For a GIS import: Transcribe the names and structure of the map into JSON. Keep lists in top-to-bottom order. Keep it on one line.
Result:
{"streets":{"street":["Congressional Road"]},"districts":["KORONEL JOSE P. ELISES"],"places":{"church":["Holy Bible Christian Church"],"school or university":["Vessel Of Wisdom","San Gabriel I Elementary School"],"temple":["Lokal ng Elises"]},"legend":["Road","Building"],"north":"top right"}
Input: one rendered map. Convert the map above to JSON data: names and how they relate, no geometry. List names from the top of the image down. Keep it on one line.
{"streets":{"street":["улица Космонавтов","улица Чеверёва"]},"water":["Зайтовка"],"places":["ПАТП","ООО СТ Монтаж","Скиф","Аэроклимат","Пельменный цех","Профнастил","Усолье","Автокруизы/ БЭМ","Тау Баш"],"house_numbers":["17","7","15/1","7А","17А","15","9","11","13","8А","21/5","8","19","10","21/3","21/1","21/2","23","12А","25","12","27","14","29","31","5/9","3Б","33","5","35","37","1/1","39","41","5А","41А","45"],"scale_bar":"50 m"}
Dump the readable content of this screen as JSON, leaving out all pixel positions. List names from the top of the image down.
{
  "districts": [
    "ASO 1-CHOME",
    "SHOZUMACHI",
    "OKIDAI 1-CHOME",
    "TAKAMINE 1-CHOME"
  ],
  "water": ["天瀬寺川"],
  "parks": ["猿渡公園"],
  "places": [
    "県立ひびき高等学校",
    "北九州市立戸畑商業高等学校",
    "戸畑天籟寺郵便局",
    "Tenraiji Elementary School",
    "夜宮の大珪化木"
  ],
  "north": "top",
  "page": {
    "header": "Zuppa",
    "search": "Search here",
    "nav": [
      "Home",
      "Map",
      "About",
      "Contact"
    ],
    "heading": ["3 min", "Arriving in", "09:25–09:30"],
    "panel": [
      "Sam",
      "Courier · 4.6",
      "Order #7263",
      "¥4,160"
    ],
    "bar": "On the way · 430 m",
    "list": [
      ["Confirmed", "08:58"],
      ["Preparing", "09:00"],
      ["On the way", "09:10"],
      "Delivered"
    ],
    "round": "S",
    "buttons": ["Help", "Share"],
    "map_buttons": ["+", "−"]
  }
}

--------

What you have to do. Nothing but the lines from the one that contains "Dump the readable" through the end of the data above should appear, each reproduced exactly.

Reply to the exercise.
Dump the readable content of this screen as JSON, leaving out all pixel positions. List names from the top of the image down.
{
  "districts": [
    "ASO 1-CHOME",
    "SHOZUMACHI",
    "OKIDAI 1-CHOME",
    "TAKAMINE 1-CHOME"
  ],
  "water": ["天瀬寺川"],
  "parks": ["猿渡公園"],
  "places": [
    "県立ひびき高等学校",
    "北九州市立戸畑商業高等学校",
    "戸畑天籟寺郵便局",
    "Tenraiji Elementary School",
    "夜宮の大珪化木"
  ],
  "north": "top",
  "page": {
    "header": "Zuppa",
    "search": "Search here",
    "nav": [
      "Home",
      "Map",
      "About",
      "Contact"
    ],
    "heading": ["3 min", "Arriving in", "09:25–09:30"],
    "panel": [
      "Sam",
      "Courier · 4.6",
      "Order #7263",
      "¥4,160"
    ],
    "bar": "On the way · 430 m",
    "list": [
      ["Confirmed", "08:58"],
      ["Preparing", "09:00"],
      ["On the way", "09:10"],
      "Delivered"
    ],
    "round": "S",
    "buttons": ["Help", "Share"],
    "map_buttons": ["+", "−"]
  }
}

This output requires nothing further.